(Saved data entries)
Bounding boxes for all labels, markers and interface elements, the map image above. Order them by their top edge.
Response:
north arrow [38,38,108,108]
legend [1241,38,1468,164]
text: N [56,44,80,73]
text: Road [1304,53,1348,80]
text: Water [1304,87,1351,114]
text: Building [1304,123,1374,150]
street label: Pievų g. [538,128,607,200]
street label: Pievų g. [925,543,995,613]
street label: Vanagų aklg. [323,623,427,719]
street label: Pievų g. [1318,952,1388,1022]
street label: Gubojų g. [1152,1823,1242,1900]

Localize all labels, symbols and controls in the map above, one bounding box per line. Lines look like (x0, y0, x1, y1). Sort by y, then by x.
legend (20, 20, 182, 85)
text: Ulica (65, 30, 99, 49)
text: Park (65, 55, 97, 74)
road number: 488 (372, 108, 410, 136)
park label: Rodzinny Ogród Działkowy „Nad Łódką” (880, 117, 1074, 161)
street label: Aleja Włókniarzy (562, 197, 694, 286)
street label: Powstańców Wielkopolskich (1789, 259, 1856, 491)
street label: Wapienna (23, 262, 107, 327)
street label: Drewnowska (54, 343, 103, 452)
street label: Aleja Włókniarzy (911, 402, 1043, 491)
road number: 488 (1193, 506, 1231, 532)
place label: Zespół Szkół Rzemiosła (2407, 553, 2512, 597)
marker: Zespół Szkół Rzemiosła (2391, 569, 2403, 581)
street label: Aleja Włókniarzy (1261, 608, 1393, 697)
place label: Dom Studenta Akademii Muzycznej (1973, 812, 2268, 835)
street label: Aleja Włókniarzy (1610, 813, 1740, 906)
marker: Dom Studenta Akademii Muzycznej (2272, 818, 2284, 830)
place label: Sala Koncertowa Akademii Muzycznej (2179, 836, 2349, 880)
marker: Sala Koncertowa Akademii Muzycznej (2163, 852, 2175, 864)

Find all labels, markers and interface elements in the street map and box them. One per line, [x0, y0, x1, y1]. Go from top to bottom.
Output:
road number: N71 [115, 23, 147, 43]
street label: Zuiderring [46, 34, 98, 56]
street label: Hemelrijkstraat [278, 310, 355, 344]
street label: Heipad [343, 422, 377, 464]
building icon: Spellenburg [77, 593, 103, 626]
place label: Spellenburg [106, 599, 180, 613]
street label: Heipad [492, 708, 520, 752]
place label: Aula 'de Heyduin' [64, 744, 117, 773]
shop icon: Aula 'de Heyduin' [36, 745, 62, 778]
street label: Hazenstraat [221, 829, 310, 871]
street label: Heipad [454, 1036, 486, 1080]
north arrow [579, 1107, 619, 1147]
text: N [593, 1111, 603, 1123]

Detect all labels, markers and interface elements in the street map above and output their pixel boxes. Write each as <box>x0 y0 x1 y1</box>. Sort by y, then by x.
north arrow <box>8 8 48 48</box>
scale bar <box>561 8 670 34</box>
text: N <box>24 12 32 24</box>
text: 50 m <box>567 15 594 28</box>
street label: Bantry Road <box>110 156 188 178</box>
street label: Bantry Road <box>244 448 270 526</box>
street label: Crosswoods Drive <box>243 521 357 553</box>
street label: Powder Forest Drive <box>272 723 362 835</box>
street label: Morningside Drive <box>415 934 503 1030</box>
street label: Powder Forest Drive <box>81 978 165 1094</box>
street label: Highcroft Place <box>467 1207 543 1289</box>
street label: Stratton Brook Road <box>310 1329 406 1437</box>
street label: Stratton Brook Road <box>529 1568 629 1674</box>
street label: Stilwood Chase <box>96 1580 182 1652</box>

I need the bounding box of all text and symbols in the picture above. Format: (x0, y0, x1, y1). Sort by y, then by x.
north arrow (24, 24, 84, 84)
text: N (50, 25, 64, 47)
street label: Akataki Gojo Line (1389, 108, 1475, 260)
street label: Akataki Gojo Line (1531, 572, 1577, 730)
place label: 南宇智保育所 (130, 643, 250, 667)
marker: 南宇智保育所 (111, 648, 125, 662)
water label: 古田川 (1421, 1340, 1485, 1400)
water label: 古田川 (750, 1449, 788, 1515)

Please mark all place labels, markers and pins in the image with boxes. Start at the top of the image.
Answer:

Task to carry out »
From the data above, state how many lines hold the string "them", and give the number without other words.

Task output »
2